1
votes

I have a bunch of word documents that each contain a single table, some of which hold an exorbitant amount of data (20,000+ rows perhaps) and hence can stretch over hundreds of pages long.

With that being said, I found a VBA word macro that can display all row indices that start every page. For example, the macro will display 100 integers for a table that stretches for 100 pages. This is exactly what I need but for various reasons, the macro runs very slow. Furthermore, it runs even slower when I adapted the code and embedded it into an excel macro (to use on a word object).

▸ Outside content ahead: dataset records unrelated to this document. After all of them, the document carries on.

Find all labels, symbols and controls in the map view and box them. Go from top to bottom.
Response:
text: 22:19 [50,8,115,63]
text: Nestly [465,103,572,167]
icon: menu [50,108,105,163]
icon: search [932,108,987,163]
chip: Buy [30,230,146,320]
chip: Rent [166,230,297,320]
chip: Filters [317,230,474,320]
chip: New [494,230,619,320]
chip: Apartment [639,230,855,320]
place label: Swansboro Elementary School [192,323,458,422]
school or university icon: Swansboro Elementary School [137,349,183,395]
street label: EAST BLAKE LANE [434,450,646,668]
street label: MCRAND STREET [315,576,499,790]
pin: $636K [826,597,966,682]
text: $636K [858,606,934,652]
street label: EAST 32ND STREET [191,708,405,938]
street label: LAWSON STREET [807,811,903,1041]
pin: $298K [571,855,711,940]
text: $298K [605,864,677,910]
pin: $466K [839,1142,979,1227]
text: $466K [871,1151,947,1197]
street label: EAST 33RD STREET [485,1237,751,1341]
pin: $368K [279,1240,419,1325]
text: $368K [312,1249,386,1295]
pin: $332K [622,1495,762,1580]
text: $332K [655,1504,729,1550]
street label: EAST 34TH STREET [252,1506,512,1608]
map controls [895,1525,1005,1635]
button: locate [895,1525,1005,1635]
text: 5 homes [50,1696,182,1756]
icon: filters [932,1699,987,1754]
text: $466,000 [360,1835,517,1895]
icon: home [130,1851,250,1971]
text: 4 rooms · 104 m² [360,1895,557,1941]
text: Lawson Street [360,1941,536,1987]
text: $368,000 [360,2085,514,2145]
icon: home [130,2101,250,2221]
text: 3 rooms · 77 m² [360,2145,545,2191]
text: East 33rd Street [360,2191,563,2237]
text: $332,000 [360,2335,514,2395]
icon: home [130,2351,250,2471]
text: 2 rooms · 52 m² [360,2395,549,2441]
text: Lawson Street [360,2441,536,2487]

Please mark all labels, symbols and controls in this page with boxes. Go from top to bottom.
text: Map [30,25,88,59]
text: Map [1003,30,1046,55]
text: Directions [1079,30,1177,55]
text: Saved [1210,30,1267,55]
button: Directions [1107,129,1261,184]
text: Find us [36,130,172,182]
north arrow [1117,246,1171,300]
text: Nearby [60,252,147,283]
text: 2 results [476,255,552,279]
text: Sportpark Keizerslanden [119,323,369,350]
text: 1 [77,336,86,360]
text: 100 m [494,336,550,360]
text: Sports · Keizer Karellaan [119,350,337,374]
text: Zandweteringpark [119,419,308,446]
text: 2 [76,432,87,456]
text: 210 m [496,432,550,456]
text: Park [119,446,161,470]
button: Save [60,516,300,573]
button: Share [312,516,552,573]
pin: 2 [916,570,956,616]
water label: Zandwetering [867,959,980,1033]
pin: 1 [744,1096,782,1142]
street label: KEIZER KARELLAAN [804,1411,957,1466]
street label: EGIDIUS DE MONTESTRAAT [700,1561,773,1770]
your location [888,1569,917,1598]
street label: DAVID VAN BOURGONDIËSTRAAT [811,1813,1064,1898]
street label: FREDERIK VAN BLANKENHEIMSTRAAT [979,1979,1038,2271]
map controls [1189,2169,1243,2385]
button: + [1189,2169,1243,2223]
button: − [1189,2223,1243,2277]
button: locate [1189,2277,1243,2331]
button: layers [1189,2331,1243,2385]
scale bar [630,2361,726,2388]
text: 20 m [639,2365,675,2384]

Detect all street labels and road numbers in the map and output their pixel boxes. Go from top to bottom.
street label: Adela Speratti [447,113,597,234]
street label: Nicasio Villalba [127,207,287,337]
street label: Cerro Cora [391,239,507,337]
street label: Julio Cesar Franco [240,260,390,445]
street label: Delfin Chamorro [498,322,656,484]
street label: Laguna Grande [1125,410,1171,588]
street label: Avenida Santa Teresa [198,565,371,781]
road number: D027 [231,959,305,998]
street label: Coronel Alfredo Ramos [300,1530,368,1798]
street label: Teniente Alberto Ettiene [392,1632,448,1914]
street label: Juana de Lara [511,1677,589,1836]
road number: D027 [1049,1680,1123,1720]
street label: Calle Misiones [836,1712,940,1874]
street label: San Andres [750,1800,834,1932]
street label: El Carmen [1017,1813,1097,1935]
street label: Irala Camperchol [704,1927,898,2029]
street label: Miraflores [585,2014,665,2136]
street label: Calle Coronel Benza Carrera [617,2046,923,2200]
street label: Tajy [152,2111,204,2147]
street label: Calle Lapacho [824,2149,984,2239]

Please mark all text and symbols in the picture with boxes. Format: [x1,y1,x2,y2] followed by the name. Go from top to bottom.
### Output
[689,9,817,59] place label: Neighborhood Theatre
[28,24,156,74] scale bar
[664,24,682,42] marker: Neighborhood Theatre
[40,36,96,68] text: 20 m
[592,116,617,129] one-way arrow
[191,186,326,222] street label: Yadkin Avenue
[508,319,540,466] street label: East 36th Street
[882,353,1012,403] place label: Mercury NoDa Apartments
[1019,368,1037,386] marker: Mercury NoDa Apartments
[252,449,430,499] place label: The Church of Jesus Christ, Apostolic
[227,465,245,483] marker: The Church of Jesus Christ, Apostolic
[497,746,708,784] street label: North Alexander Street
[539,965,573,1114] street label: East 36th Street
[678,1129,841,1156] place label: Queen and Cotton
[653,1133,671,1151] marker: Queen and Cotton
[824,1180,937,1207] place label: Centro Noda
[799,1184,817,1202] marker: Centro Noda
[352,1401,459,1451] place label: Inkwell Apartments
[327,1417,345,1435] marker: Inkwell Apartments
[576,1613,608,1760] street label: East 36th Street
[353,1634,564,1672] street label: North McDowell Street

So my question is - can this macro be somehow optimized? I suppose the looping is causing the problem. Many thanks for your input!

Sub TableRowData()
    'define meaningful names to use for array's first dimension
    Const pgnum = 1
    Const startrow = 2
    Const endrow = 3

    Dim data() As Long  ' array to hold data
    Dim rw As Row       ' current row of table
    Dim rownum As Long  ' the index of rw in table's rows
    Dim datarow As Long ' current value of array's second dimension
    Dim rg As Range     ' a range object for finding the page where rw starts

    'initialization
    ReDim data(3, 1)
    Set rw = ActiveDocument.Tables(1).Rows(1)
    rownum = 1
    datarow = 1

    'store the page number and row number for the first row of the table
    Set rg = rw.Range
    rg.Collapse wdCollapseStart
    data(pgnum, datarow) = rg.Information(wdActiveEndAdjustedPageNumber)
    data(startrow, datarow) = rownum

    'Step through the remaining rows of the table.
    'Each time the page number changes, store the preceding row as the
    'last row on the previous page; then expand the array and store the
    'page number and row number for the new row.
    While rownum < ActiveDocument.Tables(1).Rows.Count
        Set rw = rw.Next
        rownum = rownum + 1
        Set rg = rw.Range
        rg.Collapse wdCollapseStart
        If rg.Information(wdActiveEndAdjustedPageNumber) > data(pgnum, datarow) Then
            data(endrow, datarow) = rownum - 1
       
            ReDim Preserve data(3, datarow + 1)
            datarow = datarow + 1
            data(pgnum, datarow) = rg.Information(wdActiveEndAdjustedPageNumber)
            data(startrow, datarow) = rownum
        End If
    Wend

    'finish up with the last row of the table
    data(endrow, datarow) = rownum
     
    Dim msg As String
    Dim i As Long
    For i = 1 To UBound(data, 2)
        msg = msg & data(startrow, i) & vbCr
    Next i
    MsgBox msg
End Sub
3
If the code in your question is being run from Excel you need to change the declarations for rw and rg as these are ambiguous. Both Excel and Word contain Range and Row objects, so you need to prefix the datatype with the library name, i.e. Word.Range, Word.Row - Timothy Rylatt
Thank you Tim. Yes, in my excel adaption, I did add the prefix - otherwise it wouldn't even run. I also included a reference to the Microsoft Word object model to make life easier. However despite doing all of this, it just runs too slow for the time being. Forget about the 500+ page word document, anything around 100+ pages will take roughly 30-60 minutes. Just a little too long. - user3624032

3 Answers

3
votes

Try something based on:

Sub TableRowData()
Dim Doc As Document, Rng As Range, Data() As Long, i As Long, j As Long, p As Long, r As Long, x As Long
Set Doc = ActiveDocument
With Doc
  With .Tables(1).Range
    i = .Cells(1).Range.Characters.First.Information(wdActiveEndAdjustedPageNumber)
    j = .Cells(.Cells.Count).Range.Characters.Last.Information(wdActiveEndAdjustedPageNumber)
    ReDim Data(3, j - i)
    For p = i To j
      Set Rng = Doc.Range.GoTo(What:=wdGoToPage, Name:=p)
      Set Rng = Rng.GoTo(What:=wdGoToBookmark, Name:="\page")
      r = Rng.Cells(1).RowIndex
      x = p - i: Data(1, x) = x: Data(2, x) = p: Data(3, x) = r
    Next
  End With
End With
End Sub
1
votes

Processing tables row by row is notoriously slow and there is little you can do to speed things up.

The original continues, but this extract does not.